How to Practice the 7 Dimensions of Wellness
Wellness is more than just “health” or “self-care,” as wellness often extends beyond our physical bodies and personal emotions. Perhaps the best way to define wellness is by acknowledging it as the personal and relational connections that are essential for living an abundant life.
For a well-balanced life consider following the 7 Dimensions of Wellness as we explain them here.
When many people think of wellness, their minds turn toward physical health. Bodily health is important: We live in our bodies, after all, and it is our bodies that move us in the world that we live in.
Bodily wellness involves discipline and care. We need enough sleep, regular exercise, and a healthy diet. We also need to work with health care professionals who can provide us with guidance on getting and remaining healthy at every stage of our lives.
Emotional wellness can sometimes be even more challenging to achieve than physical wellness.

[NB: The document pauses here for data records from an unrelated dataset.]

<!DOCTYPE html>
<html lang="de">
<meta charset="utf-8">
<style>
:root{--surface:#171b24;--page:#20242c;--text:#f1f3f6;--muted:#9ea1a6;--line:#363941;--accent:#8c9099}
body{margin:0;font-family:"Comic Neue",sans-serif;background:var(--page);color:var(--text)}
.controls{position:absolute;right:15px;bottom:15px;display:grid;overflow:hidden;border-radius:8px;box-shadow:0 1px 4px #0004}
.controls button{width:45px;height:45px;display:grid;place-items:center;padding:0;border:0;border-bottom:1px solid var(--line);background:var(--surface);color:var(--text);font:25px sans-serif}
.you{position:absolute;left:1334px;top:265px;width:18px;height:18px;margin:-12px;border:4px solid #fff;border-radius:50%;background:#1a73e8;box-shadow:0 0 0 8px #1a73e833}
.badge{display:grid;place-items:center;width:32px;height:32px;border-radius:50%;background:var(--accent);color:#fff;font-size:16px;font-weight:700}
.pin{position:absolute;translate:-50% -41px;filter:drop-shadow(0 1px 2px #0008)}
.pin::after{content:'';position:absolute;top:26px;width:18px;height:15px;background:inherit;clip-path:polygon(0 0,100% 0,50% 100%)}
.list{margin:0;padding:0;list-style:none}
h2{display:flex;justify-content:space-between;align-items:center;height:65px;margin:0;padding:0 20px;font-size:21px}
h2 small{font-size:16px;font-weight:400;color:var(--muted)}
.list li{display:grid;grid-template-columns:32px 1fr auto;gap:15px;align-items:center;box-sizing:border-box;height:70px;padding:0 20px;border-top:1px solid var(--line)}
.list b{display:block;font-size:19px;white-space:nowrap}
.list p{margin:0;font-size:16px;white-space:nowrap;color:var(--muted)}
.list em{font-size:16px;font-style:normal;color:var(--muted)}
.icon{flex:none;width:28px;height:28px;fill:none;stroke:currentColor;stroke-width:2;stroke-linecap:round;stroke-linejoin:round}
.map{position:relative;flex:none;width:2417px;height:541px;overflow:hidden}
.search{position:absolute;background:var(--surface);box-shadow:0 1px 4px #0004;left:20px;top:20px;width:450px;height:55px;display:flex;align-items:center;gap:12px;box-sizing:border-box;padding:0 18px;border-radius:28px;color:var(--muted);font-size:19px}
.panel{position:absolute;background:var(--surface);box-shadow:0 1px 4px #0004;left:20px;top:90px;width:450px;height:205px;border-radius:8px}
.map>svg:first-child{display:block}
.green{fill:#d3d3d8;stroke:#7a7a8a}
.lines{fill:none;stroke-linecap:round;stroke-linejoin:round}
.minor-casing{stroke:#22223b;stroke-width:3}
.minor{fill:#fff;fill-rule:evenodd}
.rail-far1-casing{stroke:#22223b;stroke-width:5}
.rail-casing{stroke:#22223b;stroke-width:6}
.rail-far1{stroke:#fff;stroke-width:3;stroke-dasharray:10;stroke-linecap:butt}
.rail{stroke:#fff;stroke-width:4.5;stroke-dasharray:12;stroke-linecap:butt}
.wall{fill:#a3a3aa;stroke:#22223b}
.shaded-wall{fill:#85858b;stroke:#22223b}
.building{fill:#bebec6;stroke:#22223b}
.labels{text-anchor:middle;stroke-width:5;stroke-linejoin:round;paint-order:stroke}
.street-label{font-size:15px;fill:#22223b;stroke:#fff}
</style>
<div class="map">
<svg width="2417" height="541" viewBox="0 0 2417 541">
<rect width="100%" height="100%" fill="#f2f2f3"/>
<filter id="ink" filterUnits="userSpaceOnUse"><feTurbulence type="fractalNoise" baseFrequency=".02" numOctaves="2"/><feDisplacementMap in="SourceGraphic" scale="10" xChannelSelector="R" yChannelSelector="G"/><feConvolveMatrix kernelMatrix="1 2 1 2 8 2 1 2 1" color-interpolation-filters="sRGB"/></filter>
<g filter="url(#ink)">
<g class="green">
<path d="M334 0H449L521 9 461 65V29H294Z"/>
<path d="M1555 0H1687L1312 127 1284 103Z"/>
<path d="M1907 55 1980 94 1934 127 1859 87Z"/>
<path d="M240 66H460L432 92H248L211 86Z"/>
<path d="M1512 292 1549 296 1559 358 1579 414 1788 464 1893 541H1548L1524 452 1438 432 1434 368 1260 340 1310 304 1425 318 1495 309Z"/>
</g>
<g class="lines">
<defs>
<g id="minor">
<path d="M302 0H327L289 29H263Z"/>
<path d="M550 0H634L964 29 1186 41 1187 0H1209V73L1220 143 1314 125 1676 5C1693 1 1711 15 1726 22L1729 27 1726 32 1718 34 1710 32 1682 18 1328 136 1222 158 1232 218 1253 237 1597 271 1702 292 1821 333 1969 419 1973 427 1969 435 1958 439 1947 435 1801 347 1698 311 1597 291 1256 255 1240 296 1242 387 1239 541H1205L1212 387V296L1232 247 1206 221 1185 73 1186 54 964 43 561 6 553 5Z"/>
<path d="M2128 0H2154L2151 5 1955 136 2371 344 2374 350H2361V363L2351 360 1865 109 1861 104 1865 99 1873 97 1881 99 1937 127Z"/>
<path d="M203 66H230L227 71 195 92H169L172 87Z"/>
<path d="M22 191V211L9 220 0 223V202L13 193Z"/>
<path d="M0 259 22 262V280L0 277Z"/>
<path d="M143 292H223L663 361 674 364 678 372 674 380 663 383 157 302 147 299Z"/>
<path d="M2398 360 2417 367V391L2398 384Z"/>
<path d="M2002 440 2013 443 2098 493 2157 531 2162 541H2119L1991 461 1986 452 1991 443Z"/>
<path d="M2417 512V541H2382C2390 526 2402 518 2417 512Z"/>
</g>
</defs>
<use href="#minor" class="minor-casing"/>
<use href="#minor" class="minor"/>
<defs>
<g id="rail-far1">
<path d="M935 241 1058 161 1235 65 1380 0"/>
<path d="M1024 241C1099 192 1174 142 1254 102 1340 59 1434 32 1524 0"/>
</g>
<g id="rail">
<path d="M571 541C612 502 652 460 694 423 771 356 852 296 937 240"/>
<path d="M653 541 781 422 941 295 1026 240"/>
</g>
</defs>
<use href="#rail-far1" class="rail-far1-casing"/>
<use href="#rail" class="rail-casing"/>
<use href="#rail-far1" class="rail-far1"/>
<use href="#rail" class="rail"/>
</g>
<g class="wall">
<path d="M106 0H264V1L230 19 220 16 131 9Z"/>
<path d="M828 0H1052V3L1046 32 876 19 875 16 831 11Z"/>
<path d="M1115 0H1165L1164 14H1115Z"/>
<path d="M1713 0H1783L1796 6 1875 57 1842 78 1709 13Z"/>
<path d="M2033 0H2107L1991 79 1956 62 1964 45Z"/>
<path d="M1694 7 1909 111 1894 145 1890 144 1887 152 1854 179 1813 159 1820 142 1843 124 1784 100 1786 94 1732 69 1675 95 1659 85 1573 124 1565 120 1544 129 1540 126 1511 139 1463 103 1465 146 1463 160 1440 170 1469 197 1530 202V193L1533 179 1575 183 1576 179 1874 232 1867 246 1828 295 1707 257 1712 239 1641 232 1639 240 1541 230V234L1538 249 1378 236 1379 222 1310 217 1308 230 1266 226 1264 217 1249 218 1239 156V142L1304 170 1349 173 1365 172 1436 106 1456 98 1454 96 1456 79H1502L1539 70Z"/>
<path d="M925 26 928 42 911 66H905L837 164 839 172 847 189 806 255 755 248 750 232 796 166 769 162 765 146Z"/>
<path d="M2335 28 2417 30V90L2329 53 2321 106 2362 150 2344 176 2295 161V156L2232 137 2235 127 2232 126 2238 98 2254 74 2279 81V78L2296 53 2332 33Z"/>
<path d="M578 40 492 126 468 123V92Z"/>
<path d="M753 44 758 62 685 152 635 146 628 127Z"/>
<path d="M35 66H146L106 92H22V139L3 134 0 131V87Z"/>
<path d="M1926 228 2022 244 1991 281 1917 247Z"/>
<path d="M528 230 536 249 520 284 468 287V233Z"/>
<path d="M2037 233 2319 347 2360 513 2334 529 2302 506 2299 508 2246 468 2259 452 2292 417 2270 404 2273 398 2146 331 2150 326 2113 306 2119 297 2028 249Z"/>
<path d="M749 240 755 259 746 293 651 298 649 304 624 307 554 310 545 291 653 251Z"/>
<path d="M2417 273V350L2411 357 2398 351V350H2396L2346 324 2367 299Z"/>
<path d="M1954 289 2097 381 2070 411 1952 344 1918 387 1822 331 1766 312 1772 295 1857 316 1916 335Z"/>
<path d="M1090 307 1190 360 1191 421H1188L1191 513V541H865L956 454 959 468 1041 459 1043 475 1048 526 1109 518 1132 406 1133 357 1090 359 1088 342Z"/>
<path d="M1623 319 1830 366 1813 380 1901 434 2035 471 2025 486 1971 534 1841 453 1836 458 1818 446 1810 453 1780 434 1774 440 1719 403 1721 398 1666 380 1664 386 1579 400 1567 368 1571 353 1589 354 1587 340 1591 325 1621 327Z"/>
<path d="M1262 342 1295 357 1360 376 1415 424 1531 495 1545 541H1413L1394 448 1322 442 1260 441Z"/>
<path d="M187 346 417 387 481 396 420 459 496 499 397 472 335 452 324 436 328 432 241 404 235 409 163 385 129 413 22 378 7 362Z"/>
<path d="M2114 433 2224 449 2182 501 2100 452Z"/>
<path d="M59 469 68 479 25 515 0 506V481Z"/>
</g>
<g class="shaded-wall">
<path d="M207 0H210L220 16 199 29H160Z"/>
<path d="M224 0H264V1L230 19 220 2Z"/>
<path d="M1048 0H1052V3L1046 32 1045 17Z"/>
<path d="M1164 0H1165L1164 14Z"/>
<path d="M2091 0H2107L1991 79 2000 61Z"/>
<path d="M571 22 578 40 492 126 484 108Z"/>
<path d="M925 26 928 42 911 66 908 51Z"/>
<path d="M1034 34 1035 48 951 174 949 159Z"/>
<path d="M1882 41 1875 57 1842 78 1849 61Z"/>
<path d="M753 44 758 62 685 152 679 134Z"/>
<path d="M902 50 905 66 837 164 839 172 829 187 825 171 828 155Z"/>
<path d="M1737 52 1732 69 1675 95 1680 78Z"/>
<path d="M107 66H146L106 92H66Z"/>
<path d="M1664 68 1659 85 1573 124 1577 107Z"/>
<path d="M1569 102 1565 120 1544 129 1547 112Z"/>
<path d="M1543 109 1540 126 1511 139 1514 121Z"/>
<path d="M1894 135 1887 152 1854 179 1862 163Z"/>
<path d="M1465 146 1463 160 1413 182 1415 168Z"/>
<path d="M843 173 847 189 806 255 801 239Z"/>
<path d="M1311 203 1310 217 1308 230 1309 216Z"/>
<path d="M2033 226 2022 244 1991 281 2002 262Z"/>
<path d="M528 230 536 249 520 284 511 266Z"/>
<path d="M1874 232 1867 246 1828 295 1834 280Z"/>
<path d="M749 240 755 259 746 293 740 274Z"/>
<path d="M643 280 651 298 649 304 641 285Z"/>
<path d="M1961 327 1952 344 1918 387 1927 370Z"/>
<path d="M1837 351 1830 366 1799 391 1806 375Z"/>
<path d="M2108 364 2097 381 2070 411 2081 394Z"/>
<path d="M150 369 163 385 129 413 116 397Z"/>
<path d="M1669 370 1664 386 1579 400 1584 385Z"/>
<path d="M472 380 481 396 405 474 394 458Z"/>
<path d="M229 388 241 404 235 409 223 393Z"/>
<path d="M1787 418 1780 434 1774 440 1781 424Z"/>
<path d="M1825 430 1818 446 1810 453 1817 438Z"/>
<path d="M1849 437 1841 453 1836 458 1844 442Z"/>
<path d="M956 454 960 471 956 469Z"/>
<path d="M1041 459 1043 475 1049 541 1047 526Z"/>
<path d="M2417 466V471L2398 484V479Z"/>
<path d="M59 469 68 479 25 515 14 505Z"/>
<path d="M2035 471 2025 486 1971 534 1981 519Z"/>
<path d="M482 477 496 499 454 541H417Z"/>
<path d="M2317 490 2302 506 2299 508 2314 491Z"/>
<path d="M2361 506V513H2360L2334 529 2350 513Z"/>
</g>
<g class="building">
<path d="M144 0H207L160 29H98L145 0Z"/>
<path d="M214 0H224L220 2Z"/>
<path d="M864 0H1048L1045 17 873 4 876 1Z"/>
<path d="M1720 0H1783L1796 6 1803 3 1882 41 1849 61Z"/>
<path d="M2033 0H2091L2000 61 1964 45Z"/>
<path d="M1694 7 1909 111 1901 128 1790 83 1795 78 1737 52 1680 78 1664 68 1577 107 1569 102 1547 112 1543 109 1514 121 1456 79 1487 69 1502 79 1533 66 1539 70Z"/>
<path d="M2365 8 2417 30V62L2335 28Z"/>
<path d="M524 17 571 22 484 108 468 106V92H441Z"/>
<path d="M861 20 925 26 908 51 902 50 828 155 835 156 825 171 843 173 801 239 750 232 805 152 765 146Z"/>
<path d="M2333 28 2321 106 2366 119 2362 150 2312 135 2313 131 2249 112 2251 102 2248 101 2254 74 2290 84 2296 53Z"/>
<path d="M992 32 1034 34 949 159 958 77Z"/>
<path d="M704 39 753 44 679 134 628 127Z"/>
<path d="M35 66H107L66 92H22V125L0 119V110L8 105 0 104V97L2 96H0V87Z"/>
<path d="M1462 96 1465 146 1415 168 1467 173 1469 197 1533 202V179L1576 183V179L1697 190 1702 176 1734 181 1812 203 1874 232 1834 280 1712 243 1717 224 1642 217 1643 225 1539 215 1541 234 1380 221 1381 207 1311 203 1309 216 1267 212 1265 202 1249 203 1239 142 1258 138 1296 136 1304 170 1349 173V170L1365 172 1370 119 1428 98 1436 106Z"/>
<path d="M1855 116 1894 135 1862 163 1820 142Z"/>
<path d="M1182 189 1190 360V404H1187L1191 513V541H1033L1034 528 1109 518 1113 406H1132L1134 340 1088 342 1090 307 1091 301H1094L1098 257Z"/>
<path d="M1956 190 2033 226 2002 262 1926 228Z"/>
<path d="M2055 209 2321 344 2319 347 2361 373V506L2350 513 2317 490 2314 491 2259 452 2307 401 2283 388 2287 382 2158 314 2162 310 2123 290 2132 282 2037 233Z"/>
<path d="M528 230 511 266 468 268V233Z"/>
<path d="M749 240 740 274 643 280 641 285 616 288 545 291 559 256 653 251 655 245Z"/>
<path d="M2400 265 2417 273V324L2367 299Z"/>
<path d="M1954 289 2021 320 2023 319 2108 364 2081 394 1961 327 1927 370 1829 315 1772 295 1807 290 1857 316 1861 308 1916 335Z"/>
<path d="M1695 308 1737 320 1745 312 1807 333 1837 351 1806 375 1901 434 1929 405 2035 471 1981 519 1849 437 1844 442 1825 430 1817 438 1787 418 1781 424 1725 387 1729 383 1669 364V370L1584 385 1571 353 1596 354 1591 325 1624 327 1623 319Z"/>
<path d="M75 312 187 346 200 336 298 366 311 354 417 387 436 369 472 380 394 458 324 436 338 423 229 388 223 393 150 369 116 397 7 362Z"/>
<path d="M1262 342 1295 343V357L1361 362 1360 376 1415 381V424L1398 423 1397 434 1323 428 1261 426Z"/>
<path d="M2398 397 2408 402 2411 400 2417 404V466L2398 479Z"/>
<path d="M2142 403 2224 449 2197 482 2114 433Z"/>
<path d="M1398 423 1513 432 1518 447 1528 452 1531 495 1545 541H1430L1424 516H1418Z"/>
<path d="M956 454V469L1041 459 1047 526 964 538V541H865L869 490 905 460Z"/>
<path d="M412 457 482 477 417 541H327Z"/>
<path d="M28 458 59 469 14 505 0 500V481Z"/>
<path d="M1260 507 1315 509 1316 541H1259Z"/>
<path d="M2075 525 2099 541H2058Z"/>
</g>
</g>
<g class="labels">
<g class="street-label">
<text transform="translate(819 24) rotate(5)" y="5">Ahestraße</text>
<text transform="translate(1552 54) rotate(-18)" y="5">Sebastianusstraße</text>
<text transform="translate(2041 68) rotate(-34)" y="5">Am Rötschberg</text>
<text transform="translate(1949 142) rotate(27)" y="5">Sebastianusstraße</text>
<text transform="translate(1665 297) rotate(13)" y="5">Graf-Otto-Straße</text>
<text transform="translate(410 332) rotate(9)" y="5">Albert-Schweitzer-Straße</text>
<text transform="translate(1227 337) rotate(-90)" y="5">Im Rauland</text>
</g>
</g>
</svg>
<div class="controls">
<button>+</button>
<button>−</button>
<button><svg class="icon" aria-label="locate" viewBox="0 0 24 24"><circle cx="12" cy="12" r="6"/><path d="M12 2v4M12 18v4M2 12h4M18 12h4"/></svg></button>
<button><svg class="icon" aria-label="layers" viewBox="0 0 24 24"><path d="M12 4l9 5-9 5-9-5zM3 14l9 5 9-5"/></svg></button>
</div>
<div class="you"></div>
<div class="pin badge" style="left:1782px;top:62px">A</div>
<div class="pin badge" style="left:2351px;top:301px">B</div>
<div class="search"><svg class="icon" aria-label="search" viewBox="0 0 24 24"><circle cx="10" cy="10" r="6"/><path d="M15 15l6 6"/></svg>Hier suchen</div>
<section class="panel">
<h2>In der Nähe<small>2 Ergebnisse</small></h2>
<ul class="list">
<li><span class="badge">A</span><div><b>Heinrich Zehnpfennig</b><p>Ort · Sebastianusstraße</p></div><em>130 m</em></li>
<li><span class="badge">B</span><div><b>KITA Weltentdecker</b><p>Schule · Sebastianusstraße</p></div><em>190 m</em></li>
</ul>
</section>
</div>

Yet working to maintain emotional balance and learning to express our feelings in a healthy and productive way are critical skills for everyone to learn.
Whether you are pursuing career goals or making the transition between full-time work to retirement, personal development is important. If you are still working, or even considering a career change, learning new skills and professional networking are essential.
This can also be a time for new creative pursuits, such as writing, fine arts, cooking or acting. Develop the talents you already have, and discover new ones, by getting involved in community clubs and classes.
At our core, we are relational beings. We need to be loved, respected, and supported by the people around us while offering the same in return. Strong personal relationships require time and effort, but the benefits that one reaps from friendships and family ties are immeasurable.
Your body requires stimulation and exercise if you want to stay healthy and in shape. Similarly, your mind also needs engagement and challenge. Reading, writing and engaging in conversation with others contribute significantly to your intellectual development.
It is also possible to slow down the mental aging process by learning new things. For example, taking up a new hobby or learning to play an instrument or speak a new language can support brain health and promote cognitive wellness.
Not everybody identifies themselves as being religious or spiritual, but many people find comfort and purpose through spiritual practices and religious community. In some cases, spiritual wellness comes from participation in a formal religious tradition while others take a more individualistic approach, engaging in meditation, mindfulness and a willingness to seek areas of personal growth.
Every person, regardless of age, is connected to the environment. Environmental wellness touches on the human needs for clean air and water, along with healthy food and safe surroundings. This area of wellness also places demands on all of us: If we are willing to take responsibility for the environment, we can live knowing that we have fulfilled some of our responsibilities to future generations.
Take a few minutes to ponder your level of wellness. If there are areas of your life in which you'd like to improve, now is a great time to make some changes. Think of what you could do, right now, that could improve your wellness in just one of these dimensions; Then take a risk and do it.